Five things about Indonesia's infamous execution island
As a new day dawned on the Indonesian resort island of Bali, two convicted Australian drug smugglers were taken to the island of Nusakambangan for their execution.
Early on Wednesday morning, Myuran Sukumaran, 33, and Andrew Chan, 31 left Kerobokan Prison in an armoured van with a police escort before dawn and were taken to Bali’s Denpasar airport for the flight to Java and then a boat ride to the island of Nusakambangan, where executions are carried out.
File photo of Andrew Chan (left) and Myuran Sukumaran (right).
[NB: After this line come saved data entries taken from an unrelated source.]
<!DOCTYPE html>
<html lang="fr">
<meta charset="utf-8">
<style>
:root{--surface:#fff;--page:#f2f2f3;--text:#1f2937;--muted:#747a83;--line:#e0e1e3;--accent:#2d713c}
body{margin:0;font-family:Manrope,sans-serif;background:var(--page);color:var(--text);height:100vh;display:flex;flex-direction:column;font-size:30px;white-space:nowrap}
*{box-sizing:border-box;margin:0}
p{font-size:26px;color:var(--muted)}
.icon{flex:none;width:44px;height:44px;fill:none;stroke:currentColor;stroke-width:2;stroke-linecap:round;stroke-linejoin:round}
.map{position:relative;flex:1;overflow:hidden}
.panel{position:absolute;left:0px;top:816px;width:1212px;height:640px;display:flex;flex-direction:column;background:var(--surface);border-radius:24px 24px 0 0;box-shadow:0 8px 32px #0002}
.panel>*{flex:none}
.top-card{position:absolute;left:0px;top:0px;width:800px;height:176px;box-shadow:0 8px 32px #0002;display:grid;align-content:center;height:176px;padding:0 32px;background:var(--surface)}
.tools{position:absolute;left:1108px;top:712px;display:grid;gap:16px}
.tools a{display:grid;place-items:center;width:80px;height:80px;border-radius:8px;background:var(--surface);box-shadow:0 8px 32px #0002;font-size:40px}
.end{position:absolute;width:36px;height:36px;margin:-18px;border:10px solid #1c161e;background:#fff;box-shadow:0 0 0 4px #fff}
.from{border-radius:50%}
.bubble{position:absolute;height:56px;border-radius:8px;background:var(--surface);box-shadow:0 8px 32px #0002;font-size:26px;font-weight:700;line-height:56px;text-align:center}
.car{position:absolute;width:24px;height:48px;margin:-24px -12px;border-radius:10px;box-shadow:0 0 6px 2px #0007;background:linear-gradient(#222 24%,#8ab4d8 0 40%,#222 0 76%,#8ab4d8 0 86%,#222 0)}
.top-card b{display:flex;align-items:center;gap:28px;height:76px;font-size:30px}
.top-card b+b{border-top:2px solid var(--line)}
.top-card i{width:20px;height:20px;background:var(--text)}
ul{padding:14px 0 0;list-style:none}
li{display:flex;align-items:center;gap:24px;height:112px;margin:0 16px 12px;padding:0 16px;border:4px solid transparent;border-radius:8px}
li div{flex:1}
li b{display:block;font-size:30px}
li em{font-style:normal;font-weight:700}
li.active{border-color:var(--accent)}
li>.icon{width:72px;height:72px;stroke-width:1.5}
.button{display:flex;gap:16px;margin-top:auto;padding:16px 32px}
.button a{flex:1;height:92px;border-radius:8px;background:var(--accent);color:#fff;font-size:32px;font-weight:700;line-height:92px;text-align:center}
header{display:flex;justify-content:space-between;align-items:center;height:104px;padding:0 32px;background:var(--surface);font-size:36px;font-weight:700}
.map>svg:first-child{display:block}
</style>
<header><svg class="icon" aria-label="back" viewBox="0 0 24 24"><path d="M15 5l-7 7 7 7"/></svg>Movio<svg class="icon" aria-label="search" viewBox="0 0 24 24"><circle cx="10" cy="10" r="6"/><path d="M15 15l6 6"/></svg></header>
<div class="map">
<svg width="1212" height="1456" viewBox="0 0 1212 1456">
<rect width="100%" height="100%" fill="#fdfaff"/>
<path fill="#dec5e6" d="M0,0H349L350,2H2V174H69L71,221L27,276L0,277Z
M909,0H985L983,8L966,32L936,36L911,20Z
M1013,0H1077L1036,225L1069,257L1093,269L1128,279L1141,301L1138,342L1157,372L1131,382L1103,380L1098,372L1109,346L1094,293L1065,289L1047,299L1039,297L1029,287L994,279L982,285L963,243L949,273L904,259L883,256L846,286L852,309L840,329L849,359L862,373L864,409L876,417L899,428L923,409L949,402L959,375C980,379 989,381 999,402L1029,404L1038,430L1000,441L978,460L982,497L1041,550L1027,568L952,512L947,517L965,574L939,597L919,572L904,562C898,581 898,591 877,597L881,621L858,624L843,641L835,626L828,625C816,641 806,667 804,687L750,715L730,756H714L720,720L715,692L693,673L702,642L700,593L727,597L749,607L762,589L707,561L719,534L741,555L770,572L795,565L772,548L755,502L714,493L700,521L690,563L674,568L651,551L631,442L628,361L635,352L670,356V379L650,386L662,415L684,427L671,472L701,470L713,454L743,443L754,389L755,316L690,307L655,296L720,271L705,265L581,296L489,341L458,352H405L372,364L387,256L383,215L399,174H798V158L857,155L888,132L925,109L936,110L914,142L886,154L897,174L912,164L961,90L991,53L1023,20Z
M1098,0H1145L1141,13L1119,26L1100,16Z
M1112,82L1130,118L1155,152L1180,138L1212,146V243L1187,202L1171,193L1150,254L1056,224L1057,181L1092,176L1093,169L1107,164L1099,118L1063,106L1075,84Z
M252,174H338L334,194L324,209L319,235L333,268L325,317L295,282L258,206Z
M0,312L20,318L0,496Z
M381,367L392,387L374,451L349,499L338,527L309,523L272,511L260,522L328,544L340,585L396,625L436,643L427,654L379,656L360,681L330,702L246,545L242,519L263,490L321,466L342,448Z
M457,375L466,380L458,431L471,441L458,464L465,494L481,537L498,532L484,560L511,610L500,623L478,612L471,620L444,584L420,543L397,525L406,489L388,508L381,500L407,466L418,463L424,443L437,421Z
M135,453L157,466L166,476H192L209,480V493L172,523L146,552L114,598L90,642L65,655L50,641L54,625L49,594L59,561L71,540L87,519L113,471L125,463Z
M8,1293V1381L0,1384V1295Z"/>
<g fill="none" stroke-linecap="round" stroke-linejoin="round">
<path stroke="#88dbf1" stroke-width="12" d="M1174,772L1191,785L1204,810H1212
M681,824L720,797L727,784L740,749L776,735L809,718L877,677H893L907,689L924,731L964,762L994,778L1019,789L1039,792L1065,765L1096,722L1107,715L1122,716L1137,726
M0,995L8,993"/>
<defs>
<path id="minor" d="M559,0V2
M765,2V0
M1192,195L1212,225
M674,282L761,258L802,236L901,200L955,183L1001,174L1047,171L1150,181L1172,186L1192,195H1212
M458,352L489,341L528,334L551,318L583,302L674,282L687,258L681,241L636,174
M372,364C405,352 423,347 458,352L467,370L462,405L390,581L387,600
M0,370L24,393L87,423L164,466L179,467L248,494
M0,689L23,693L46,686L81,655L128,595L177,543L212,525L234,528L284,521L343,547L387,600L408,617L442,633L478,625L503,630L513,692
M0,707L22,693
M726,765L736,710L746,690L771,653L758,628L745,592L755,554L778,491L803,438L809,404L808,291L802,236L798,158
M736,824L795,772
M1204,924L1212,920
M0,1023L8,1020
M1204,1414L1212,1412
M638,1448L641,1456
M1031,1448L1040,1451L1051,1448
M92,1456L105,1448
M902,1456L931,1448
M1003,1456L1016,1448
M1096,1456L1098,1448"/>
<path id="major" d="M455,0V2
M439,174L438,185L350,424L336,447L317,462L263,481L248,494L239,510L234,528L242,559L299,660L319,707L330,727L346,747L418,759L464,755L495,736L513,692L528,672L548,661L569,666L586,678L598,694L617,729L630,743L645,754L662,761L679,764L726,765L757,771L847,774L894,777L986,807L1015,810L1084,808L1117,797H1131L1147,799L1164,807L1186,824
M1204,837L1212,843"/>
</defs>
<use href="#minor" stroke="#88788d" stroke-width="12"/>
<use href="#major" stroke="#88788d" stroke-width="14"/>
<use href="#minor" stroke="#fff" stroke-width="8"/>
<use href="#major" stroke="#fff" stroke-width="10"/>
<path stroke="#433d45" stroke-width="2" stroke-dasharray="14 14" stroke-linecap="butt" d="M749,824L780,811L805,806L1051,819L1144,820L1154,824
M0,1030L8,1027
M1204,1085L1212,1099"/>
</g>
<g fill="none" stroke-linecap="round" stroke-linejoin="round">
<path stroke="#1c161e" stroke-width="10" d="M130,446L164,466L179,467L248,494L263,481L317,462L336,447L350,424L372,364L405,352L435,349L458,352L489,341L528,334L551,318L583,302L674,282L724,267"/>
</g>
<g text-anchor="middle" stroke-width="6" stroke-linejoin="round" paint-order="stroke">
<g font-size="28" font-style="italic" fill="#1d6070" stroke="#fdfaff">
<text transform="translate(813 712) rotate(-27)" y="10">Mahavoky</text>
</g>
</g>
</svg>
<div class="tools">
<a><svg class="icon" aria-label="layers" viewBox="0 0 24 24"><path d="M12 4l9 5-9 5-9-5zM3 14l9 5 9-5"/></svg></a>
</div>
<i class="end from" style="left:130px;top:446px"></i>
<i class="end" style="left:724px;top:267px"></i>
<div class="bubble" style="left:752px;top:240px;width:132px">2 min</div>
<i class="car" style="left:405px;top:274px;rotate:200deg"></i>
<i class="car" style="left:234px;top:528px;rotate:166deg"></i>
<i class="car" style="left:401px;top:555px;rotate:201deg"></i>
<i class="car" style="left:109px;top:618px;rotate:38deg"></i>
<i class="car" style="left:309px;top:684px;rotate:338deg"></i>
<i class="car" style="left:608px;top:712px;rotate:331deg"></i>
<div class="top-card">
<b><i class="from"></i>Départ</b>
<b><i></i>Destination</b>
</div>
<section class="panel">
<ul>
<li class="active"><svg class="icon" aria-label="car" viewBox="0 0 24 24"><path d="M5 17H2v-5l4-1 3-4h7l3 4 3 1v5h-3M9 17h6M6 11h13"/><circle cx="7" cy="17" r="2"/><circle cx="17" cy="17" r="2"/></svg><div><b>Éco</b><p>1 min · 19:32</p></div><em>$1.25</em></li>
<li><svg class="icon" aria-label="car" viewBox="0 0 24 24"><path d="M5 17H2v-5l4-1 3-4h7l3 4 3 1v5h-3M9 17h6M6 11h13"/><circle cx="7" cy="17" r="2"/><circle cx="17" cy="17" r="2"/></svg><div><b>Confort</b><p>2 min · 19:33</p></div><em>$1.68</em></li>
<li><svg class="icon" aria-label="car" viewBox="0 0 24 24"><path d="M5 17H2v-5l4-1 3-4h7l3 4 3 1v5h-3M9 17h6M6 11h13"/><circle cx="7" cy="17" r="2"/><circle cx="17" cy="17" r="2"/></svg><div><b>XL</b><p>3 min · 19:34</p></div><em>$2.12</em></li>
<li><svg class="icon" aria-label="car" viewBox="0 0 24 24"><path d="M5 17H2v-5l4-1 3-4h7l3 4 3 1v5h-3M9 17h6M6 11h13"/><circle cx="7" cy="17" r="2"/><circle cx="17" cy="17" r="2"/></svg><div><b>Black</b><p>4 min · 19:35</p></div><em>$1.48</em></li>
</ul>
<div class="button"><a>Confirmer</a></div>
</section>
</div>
Photo: AFP
The whole episode has ratcheted up diplomatic tensions between Australia and Indonesia following repeated pleas of mercy, including from Prime Minister Tony Abbott for the pair.
While Indonesian officials did not say when the execution will be carried out, but the transfer indicates it is imminent, reported AFP.
It has put the island of Nusakambangan on the international radar.
Here some facts about the island that New York Times has dubbed Indonesia's Alcatraz
- It was where the Bali bombers were imprisoned and executed.
Its more famous inmates included the three men convicted of carrying out the 2002 Bali bombings.
Imam Samudra, Amrozi and Mukhlas were convicted of the terrorist attack which took the lives of 202 people on the resort island of Bali in 2002.
They were sentenced to death by an Indonesian court in 2003 and after several years of failed appeals, they were executed by the firing squad in 2008.
- It is smaller than Singapore
Photo: Screengrab Google map
At 121sq km, the island is far smaller than Singapore's 716sq km.
- It has seven jailhouses
According to a report in the Wall Street Journal, the island has seven jailhouses, three of which are super maximum security prisons reserved for "high risk inmates".
The jailhouses are 4km apart from each other and each are heavily guarded with high walls separating each complex.
- The island does have locals inhabitants, all 3,000 of them
The island is not just home to prisoners.
Australia's ABC News reported that the island is home to about 3,000 locals.
- It was only recently that the island was open to tourists
Speaking to the Wall Street Journal, spokesman for Indonesia's Justice and Human Rights Ministry, Mr Akbar Hadiprabowo, said the island was first classified as a prison in 1922.
It was only in 1995 that the southern part of the island was opened to tourists, and even then, visitors need special permission from the ministry to travel there.